What to work on: Report each line from the data below that holds the word "coordinates".

Material for the task:
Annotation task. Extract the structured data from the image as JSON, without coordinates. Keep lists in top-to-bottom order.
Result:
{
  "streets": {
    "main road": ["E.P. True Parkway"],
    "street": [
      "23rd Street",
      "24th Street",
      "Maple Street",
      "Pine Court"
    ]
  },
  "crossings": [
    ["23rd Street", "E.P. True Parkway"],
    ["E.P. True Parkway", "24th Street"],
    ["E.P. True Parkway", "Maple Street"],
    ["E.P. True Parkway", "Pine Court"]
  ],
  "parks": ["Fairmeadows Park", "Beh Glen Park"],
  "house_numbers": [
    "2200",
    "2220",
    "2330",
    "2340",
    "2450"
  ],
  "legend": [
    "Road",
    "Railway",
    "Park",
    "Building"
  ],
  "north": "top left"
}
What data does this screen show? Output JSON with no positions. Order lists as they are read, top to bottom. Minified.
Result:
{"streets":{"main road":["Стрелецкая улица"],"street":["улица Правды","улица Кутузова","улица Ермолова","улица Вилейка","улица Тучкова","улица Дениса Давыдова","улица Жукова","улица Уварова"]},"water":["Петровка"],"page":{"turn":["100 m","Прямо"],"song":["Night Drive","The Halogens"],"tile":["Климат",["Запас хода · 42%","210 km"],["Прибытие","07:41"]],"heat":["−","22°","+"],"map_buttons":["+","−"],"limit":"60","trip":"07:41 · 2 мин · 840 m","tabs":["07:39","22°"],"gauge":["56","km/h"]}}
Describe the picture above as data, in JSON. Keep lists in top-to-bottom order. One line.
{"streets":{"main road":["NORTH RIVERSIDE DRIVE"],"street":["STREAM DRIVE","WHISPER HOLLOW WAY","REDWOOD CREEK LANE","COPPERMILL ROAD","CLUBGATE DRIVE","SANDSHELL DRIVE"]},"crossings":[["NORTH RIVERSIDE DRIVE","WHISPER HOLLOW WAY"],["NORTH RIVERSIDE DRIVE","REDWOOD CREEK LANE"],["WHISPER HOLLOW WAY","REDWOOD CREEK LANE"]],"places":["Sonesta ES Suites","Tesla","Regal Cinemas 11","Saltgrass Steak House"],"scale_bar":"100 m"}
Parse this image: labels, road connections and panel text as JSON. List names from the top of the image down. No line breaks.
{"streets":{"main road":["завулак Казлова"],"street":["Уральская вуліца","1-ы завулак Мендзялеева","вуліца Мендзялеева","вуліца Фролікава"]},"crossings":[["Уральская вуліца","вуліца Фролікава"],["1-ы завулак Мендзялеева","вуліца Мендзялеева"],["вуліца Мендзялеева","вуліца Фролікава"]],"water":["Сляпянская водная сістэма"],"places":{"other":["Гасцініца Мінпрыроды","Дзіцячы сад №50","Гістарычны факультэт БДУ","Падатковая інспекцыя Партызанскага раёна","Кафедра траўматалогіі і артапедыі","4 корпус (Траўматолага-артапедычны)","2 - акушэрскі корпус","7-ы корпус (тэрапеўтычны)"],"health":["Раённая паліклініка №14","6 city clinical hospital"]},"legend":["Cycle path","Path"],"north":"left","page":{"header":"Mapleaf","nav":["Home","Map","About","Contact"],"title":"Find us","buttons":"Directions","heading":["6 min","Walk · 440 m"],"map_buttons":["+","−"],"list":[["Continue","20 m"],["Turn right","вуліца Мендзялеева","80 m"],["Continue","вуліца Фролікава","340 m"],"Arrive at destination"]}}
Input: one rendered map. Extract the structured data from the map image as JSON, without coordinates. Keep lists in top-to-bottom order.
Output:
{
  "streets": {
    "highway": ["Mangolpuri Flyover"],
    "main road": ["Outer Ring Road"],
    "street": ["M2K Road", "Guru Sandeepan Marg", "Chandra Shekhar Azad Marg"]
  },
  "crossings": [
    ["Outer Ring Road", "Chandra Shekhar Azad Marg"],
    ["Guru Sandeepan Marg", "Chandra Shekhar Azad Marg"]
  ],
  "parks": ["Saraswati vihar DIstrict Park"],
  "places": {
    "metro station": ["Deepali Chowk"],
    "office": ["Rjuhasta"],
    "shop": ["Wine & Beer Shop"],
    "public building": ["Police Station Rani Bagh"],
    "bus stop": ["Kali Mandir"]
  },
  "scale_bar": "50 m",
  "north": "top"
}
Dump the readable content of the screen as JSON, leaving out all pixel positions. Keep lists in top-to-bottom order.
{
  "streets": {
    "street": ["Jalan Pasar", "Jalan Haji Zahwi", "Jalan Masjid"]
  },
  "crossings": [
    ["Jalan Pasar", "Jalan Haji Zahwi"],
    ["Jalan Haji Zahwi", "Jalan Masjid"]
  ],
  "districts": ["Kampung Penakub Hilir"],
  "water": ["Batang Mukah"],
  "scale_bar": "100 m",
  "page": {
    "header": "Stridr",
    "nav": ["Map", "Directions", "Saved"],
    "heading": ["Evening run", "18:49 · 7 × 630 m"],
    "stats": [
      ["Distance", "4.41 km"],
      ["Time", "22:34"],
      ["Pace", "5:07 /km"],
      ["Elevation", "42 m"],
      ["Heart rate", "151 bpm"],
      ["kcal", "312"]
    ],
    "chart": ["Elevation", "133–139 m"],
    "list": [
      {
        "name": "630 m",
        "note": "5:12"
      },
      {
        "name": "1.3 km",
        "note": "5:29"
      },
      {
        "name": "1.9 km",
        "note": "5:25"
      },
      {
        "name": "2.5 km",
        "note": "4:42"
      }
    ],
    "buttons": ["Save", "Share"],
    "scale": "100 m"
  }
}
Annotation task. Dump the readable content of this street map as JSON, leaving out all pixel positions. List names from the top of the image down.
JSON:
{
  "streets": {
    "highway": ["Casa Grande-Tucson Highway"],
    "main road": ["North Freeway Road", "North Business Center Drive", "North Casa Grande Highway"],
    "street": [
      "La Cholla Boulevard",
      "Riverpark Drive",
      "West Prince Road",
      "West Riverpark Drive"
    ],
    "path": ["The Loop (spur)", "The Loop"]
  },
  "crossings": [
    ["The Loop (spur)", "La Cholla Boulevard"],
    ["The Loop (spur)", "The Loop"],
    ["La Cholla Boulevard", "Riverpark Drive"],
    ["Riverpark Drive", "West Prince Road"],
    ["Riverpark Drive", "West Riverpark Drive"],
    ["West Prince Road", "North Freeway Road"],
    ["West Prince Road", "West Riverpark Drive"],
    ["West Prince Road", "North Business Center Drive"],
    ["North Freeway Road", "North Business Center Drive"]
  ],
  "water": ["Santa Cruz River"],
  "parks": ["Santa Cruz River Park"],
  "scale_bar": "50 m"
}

Response area:
Annotation task. Extract the structured data from the image as JSON, without coordinates. Keep lists in top-to-bottom order.
Input: one rendered map. Extract the structured data from the map image as JSON, without coordinates. Keep lists in top-to-bottom order.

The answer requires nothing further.